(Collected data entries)
----------------------------------------

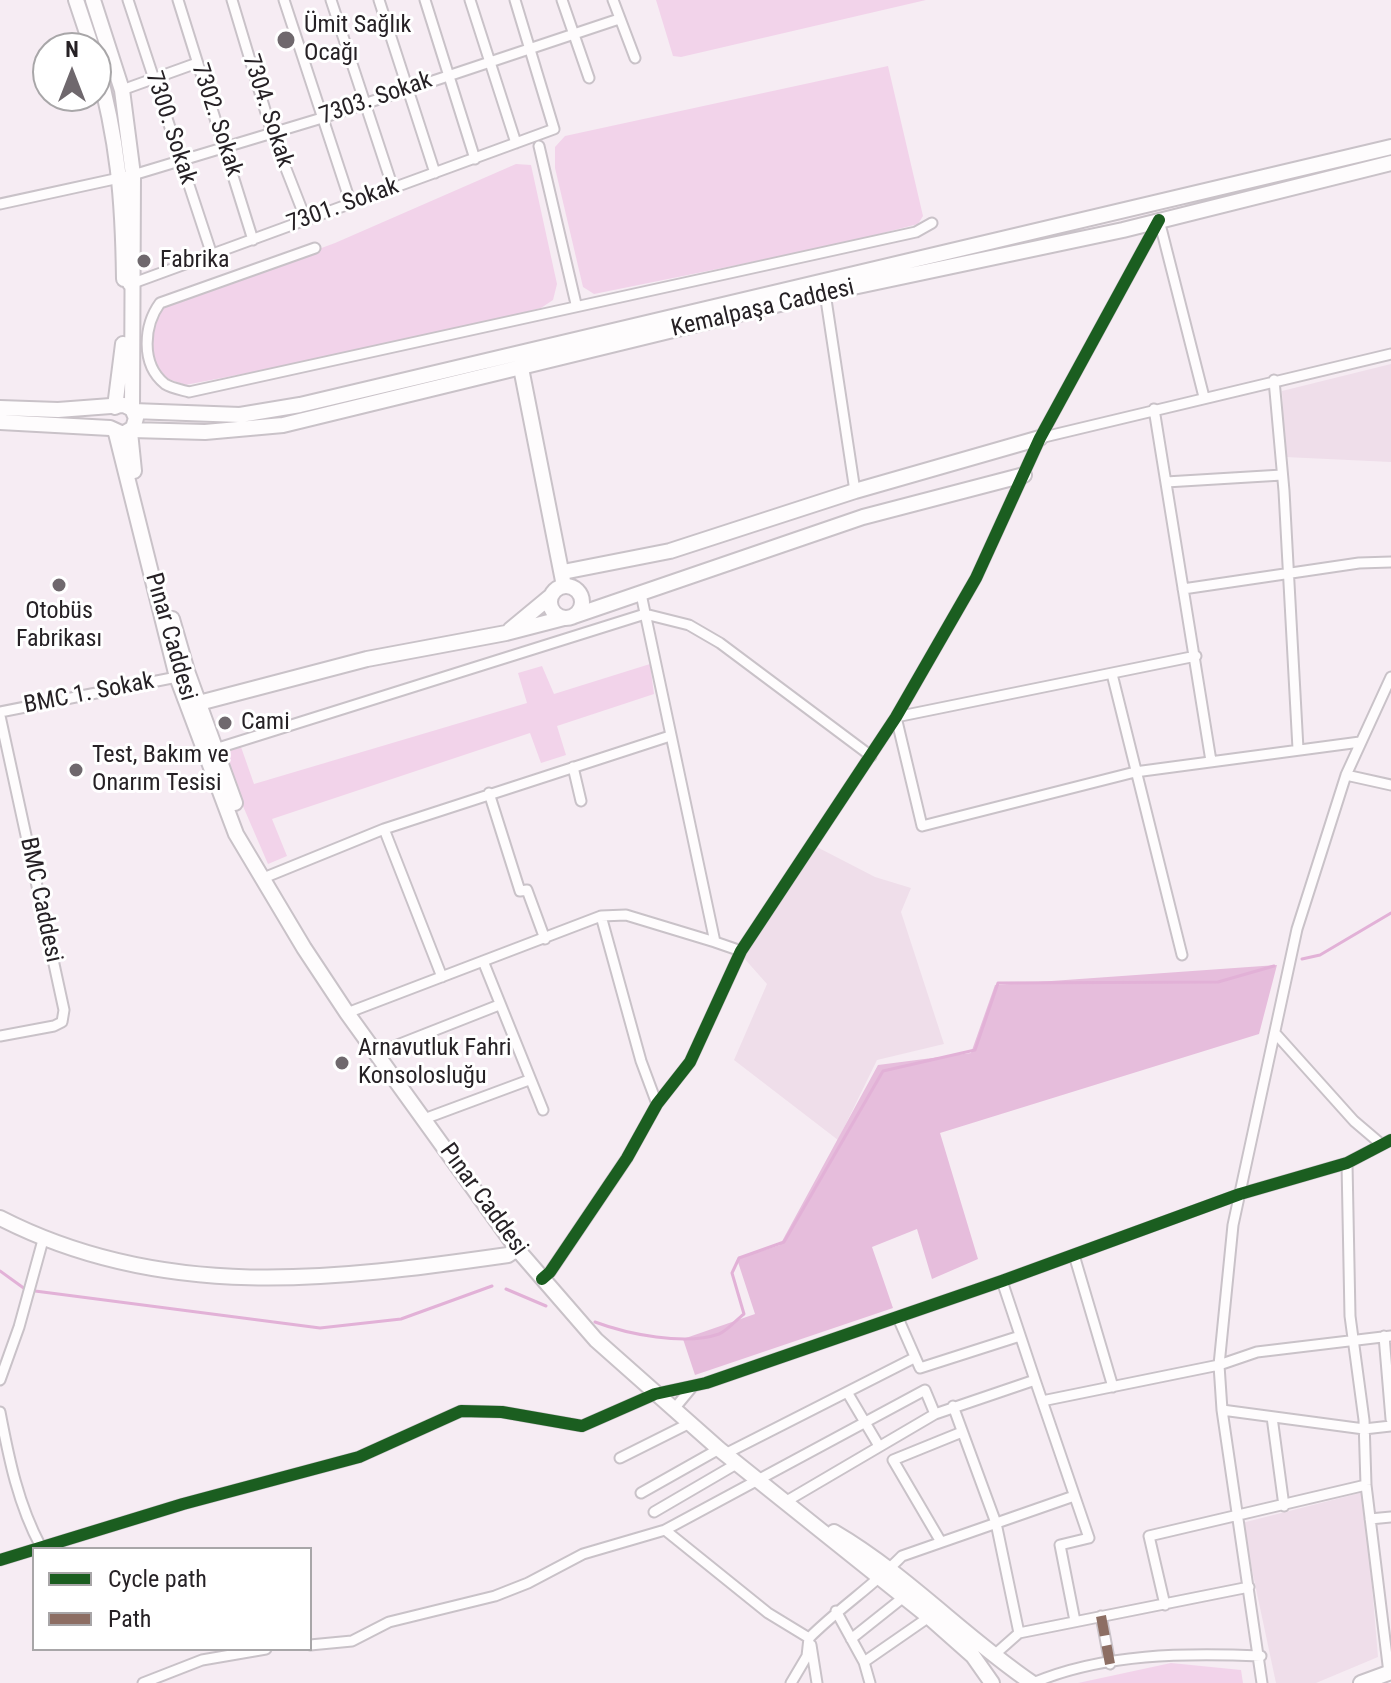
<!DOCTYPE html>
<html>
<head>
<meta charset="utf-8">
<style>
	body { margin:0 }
	#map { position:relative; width:1391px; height:1683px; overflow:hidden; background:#f6ecf3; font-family:"Roboto Condensed",sans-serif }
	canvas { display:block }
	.legend { position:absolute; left:32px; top:1547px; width:280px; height:104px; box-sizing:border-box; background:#fff; border:2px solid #a8a6a8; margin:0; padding:10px 14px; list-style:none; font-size:24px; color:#262125 }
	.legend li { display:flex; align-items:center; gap:16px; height:40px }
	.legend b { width:40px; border:2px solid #a8a6a8 }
	.north { position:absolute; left:32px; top:32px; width:80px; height:80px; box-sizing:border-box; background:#fff; border:2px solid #a8a6a8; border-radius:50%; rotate:0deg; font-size:22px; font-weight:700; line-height:32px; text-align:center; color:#262125 }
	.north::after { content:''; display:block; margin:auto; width:28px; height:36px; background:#6f686d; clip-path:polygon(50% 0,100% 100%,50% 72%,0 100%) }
</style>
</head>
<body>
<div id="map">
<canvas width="1391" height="1683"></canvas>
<ul class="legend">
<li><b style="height:10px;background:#1b5e20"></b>Cycle path</li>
<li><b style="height:10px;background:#8d6e63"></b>Path</li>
</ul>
<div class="north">N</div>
</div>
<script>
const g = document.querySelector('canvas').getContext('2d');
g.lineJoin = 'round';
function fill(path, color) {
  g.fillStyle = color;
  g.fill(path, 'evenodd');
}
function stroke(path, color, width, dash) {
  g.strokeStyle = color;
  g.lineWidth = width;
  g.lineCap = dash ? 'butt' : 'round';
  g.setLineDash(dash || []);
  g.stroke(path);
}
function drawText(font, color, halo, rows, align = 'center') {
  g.font = font + ' "Roboto Condensed",sans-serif';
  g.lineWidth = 6;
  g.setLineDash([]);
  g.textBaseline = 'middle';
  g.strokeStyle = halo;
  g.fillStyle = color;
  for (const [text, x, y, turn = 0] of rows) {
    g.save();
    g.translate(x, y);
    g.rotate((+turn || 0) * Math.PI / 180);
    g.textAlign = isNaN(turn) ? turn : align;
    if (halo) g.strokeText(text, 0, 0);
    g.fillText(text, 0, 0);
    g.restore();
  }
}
const built = new Path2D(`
	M 1391,364 L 1391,462 L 1285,457 L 1282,391 Z
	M 813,845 L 875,877 L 911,888 L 901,912 L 944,1044 L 877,1060 L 838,1140 L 734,1060 L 767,984 L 743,957 Z
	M 1364,1492 L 1378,1657 L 1316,1683 L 1276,1683 L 1242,1523 Z`);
const green = new Path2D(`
	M 656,0 L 926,0 L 681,57 L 673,56 Z
	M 888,66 L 923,216 L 918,224 L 836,245 L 594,294 L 583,287 L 555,168 L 555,147 L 565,136 Z
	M 516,164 L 531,165 L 557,284 L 553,300 L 541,308 L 389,346 L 185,385 L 166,378 L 150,354 L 155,319 L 164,306 L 335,243 Z
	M 650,664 L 654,694 L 557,726 L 566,755 L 541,763 L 530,733 L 272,819 L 287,856 L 268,864 L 220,753 L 241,747 L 254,784 L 527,703 L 518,673 L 542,666 L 554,694 Z
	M 1171,1663 L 1241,1670 L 1243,1683 L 1078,1683 Z`);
const forest = new Path2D(`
	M 1277,965 L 1259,1034 L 940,1133 L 978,1259 L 932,1279 L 917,1229 L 872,1247 L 893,1308 L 695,1375 L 683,1339 L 755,1314 L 737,1259 L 780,1245 L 878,1065 L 971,1053 L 995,985 Z`);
const stream = new Path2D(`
	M 1302,959 L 1320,955 L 1391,913
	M 0,1271 L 25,1289
	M 506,1289 L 546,1306
	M 35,1291 L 320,1328 L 401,1319 L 492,1286
	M 595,1322 C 627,1334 685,1346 719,1334 C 727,1331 736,1320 744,1314 L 732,1273 L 739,1258 L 784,1242 L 883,1071 L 975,1050 L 998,983 L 1218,982 L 1274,966`);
const street = new Path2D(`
	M 128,0 L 212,255
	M 178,0 L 253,240
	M 232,0 L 272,133 L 306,220
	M 284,0 L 351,204
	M 331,0 L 393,188
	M 379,0 L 435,173
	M 425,0 L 475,159
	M 470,0 L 516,143
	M 562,0 L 589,78
	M 613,0 L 635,58
	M 122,90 L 197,63
	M 539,146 L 576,304
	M 0,204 L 133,175 L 322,118 L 619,19
	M 1159,220 L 1204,397
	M 315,248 L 160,303 C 144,325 140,364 165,384 C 171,388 182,390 189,392 L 916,232 L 932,223
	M 128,285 L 554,129 L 515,0
	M 825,293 L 855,491
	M 1274,380 L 1284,491 L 1298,749
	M 1154,409 L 1211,761
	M 1040,438 L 1391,354
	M 1166,482 L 1282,475
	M 1183,589 L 1359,563 L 1391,562
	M 641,594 L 715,942 L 741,951
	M 1196,656 L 896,717 L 922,826 L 1135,772 L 1360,742
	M 1112,674 L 1182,955
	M 0,712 L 177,677
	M 0,716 L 64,1010 L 62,1022 L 54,1026 L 0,1036
	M 215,749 L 645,614 L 689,625 L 720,643 L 871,756
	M 573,767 L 581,801
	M 1346,775 L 1391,785
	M 489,793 L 520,891 L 527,890 L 545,939
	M 384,829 L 442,977
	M 261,879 L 384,829 L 670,736
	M 601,916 L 626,915 L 715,942
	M 483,961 L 543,1110
	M 347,1013 L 601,916 L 641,1061 L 657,1104
	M 1275,1033 L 1354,1121 L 1381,1144
	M 377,1053 L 499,1005
	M 424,1119 L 529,1080
	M 1347,1163 L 1350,1316 L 1364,1420 L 1366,1485 L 1389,1673
	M 1074,1255 L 1113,1387
	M 542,1279 L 550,1272 L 627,1158 L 657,1104 L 690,1062 L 741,951 L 896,717 L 976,578 L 1040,438 L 1159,220
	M 898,1318 L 920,1368 L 1020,1336
	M 1384,1336 L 1391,1419
	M 0,1380 L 19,1327 L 43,1240
	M 1035,1380 L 1089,1538 L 1060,1545 L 1075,1621
	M 847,1392 L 879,1446
	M 1042,1401 L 1219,1365 L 1257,1352 L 1391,1336
	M 953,1406 L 996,1523 L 1019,1633
	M 674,1409 L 693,1386
	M 1222,1410 L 1364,1429 L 1391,1426
	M 0,1412 C 9,1459 18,1504 41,1547
	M 1272,1417 L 1284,1506
	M 725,1454 L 914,1358
	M 620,1458 L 690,1423
	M 641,1493 L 719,1449
	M 785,1502 L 935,1414 L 1035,1380 L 1002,1281
	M 654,1512 L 738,1463
	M 1370,1519 L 1391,1517
	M 665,1530 L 768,1613 L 809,1638 C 839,1608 873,1586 902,1556 L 1074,1496
	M 941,1542 L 893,1460 L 962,1432
	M 0,1560 L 183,1504 L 359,1457 L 461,1411 L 502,1412 L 582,1426 L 655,1394 L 706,1383 L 1002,1281 L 1240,1194 L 1347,1163 L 1391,1140
	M 1165,1605 L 1149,1536 L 1366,1485
	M 836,1611 L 864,1662
	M 1101,1616 L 1110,1664
	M 851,1639 L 905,1596
	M 310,1645 L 352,1641 L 389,1622 L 495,1596 L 528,1583 L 583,1554 L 665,1530 L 925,1390 L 935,1414
	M 811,1645 L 817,1683
	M 993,1656 L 1019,1633 L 1249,1587
	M 143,1683 L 202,1660 L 266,1649
	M 791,1683 L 807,1656 L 809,1638
	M 870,1683 L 864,1662 L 929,1617
	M 1033,1683 C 1104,1653 1185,1653 1261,1656
	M 1262,1683 L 1222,1410 L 1219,1365 L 1233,1225 L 1297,929 L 1346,775 L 1391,677`);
const secondary = new Path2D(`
	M 76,0 L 92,48
	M 93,0 L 122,90 L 133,175 L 132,409
	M 96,62 C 118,140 123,199 124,279
	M 521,368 L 564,586
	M 115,407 L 123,344
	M 130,432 L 134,471
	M 116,433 L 177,677 L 236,834 L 304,948 L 347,1013 L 517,1249 L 596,1340 L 719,1449 L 929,1617 L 973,1656 L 992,1683
	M 563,572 L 670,551 L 855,491 L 1040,438
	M550 602a16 16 0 1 1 32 0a16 16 0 1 1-32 0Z
	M 574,616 L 863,517 L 1024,475
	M 172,619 L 187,671 L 235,803
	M 510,630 L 551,596
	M 199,703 L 367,659 L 506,633 L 564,618
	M 0,1218 C 164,1302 333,1280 508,1255 L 517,1249
	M 834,1532 C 906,1574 963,1636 1032,1683
	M 1361,1683 L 1391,1672`);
const primary = new Path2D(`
	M 0,408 L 58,410 L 124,405 L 132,409 L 136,418 L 133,428 L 123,434 L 110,428 L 0,422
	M 133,411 L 240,415 L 300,405 L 1391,147
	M 132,430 L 205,432 L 283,425 L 825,293 L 1123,230 L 1391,163`);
const quiet = new Path2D(`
	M 1101,1616 L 1110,1664`);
const cycleway = new Path2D(`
	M 542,1279 L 550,1272 L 627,1158 L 657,1104 L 690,1062 L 741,951 L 896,717 L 976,578 L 1040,438 L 1159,220
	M 0,1560 L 183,1504 L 359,1457 L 461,1411 L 502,1412 L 582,1426 L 655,1394 L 706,1383 L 1002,1281 L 1240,1194 L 1347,1163 L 1391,1140`);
const markers = [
	[286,40,10,"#6f686d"],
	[144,261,8,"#6f686d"],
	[59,585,8,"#6f686d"],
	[225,723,8,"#6f686d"],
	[76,770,8,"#6f686d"],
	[342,1063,8,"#6f686d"]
];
const poiNames = [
	["Ümit Sağlık",304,26],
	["Ocağı",304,54],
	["Fabrika",160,261],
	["Otobüs",59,612,"center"],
	["Fabrikası",59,640,"center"],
	["Cami",241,723],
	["Test, Bakım ve",92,756],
	["Onarım Tesisi",92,784],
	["Arnavutluk Fahri",358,1049],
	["Konsolosluğu",358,1077]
];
const streetNames = [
	["7303. Sokak",376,99,-19],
	["7304. Sokak",267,111,72],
	["7302. Sokak",216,120,72],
	["7300. Sokak",170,128,72],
	["7301. Sokak",343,206,-20],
	["Kemalpaşa Caddesi",763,309,-13],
	["Pınar Caddesi",170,637,74],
	["BMC 1. Sokak",89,694,-11],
	["BMC Caddesi",40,900,78],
	["Pınar Caddesi",483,1200,54]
];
fill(built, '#efdeea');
fill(green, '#f2d3ea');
fill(forest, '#e6bddc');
stroke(stream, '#e2b1d7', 3);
stroke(street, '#c9c2c8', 13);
stroke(secondary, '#c9c2c8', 18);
stroke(primary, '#c9c2c8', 18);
stroke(street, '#fefcfd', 9);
stroke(secondary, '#fefcfd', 14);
stroke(primary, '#fefcfd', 14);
stroke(quiet, '#8d6e63', 10, [20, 10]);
stroke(cycleway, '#1b5e20', 12);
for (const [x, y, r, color] of markers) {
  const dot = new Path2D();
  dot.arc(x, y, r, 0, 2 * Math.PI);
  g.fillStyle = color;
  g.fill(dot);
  stroke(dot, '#fff', 3);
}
drawText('24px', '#262125', '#fff', poiNames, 'left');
drawText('24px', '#262125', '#fff', streetNames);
</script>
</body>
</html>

----------------------------------------

| What is expected |
Scan the lines above, and whenever one holds the string "rows", copy it.

| Your solution |
function drawText(font, color, halo, rows, align = 'center') {
  for (const [text, x, y, turn = 0] of rows) {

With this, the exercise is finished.